- **TASK**
Repeat only part of the entries. Start at the line that has "const dot = new Path2D();" and keep going through the last line, exactly as given.

- **THE DATA**
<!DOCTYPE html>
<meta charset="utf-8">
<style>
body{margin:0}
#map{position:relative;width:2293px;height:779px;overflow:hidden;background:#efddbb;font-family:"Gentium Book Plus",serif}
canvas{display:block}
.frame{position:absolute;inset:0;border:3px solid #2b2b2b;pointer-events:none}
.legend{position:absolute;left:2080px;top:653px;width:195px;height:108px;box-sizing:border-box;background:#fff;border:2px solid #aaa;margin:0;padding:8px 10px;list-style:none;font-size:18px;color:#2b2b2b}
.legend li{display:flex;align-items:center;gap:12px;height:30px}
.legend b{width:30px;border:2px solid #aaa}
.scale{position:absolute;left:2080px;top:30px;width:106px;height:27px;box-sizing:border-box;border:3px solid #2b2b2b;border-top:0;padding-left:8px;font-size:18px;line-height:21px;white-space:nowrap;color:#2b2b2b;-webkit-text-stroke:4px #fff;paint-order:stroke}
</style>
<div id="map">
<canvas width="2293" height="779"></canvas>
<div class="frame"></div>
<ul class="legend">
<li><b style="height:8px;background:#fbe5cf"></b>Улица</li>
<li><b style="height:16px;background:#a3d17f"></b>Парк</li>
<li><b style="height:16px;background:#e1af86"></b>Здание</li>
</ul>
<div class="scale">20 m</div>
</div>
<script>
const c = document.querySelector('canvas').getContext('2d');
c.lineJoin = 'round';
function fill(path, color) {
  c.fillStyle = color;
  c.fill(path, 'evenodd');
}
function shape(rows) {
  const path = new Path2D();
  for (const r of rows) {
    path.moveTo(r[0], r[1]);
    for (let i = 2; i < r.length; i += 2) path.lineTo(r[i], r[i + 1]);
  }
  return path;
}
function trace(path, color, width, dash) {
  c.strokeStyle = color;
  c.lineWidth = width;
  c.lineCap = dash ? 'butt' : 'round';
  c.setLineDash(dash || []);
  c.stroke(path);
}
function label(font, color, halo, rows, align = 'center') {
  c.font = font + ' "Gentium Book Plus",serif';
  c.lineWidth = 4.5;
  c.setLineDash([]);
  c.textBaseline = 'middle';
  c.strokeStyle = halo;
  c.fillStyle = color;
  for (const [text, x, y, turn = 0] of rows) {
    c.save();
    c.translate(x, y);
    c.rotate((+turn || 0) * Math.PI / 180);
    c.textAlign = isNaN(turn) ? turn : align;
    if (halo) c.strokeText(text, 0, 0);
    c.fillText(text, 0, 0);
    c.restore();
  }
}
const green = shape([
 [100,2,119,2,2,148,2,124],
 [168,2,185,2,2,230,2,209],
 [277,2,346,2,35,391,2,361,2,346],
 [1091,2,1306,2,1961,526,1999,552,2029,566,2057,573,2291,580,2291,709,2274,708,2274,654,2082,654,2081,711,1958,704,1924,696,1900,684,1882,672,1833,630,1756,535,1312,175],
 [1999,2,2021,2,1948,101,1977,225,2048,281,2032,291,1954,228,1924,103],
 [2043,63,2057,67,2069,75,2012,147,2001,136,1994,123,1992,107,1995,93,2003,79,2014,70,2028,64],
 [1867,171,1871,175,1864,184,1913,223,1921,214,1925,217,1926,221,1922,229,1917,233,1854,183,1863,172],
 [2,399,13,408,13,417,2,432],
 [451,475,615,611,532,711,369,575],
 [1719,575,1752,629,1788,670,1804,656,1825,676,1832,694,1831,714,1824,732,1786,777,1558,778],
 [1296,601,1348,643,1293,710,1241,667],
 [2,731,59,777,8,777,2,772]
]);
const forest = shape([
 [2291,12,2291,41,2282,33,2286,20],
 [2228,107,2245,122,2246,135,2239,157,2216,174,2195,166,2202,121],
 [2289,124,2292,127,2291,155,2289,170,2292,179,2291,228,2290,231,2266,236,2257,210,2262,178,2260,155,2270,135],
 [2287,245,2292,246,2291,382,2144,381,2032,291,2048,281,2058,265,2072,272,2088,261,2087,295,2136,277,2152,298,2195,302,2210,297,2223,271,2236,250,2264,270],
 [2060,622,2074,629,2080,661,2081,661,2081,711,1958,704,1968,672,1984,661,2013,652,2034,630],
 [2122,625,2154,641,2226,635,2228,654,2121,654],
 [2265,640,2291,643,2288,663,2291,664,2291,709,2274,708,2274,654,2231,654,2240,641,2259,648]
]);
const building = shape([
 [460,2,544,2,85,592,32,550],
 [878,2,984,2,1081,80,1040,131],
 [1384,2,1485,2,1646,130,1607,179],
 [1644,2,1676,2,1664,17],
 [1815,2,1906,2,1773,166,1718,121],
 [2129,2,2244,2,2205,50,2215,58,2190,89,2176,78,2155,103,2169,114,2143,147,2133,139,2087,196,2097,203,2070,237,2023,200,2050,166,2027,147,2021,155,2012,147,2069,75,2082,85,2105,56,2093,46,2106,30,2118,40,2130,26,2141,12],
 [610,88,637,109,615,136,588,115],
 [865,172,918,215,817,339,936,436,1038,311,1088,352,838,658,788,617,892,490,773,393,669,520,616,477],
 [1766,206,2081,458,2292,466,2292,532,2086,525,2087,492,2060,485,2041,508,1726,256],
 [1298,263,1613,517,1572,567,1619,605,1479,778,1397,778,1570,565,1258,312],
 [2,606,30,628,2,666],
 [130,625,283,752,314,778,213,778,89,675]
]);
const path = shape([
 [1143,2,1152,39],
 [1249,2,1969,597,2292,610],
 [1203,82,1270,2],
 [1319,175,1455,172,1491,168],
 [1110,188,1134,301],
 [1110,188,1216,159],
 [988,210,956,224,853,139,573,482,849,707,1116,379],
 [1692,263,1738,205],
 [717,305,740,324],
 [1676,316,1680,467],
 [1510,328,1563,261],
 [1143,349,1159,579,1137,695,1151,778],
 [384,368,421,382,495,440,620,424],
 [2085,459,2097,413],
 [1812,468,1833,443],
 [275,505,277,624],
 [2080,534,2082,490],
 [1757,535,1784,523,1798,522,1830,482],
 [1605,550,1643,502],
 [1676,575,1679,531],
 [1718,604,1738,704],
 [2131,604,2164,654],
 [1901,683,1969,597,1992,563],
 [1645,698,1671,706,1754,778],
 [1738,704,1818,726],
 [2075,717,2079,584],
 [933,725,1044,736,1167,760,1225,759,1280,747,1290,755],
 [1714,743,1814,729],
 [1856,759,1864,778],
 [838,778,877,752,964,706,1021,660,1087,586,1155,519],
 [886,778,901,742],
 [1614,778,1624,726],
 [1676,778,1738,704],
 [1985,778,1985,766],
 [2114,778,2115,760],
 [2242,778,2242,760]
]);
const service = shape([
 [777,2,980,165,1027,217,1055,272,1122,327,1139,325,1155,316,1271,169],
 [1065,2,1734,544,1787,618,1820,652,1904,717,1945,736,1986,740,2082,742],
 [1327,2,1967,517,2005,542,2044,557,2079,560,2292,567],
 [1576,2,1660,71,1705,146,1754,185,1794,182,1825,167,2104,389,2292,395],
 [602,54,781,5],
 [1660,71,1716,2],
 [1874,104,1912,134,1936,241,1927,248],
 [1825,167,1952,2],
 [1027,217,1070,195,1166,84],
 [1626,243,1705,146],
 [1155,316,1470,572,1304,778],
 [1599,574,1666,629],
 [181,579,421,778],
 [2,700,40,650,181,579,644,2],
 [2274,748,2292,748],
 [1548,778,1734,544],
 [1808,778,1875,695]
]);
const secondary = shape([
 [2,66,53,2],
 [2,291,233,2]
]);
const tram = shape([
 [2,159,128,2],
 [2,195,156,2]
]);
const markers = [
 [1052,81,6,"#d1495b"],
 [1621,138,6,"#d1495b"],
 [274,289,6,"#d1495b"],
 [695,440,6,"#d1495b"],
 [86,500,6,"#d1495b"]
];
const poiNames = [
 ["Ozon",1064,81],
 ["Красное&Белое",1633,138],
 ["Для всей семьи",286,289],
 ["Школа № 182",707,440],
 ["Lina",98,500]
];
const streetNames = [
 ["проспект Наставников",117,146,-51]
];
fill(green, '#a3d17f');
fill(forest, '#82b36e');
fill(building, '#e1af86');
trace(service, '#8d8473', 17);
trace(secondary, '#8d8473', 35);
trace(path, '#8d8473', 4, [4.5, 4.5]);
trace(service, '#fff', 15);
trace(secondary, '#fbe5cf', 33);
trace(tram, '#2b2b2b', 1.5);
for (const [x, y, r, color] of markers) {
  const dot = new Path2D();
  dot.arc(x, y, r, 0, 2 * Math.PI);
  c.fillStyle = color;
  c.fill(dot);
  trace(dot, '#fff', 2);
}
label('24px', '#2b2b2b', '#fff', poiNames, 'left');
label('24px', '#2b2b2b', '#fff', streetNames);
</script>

- **PROBLEM SOLUTION**
  const dot = new Path2D();
  dot.arc(x, y, r, 0, 2 * Math.PI);
  c.fillStyle = color;
  c.fill(dot);
  trace(dot, '#fff', 2);
}
label('24px', '#2b2b2b', '#fff', poiNames, 'left');
label('24px', '#2b2b2b', '#fff', streetNames);
</script>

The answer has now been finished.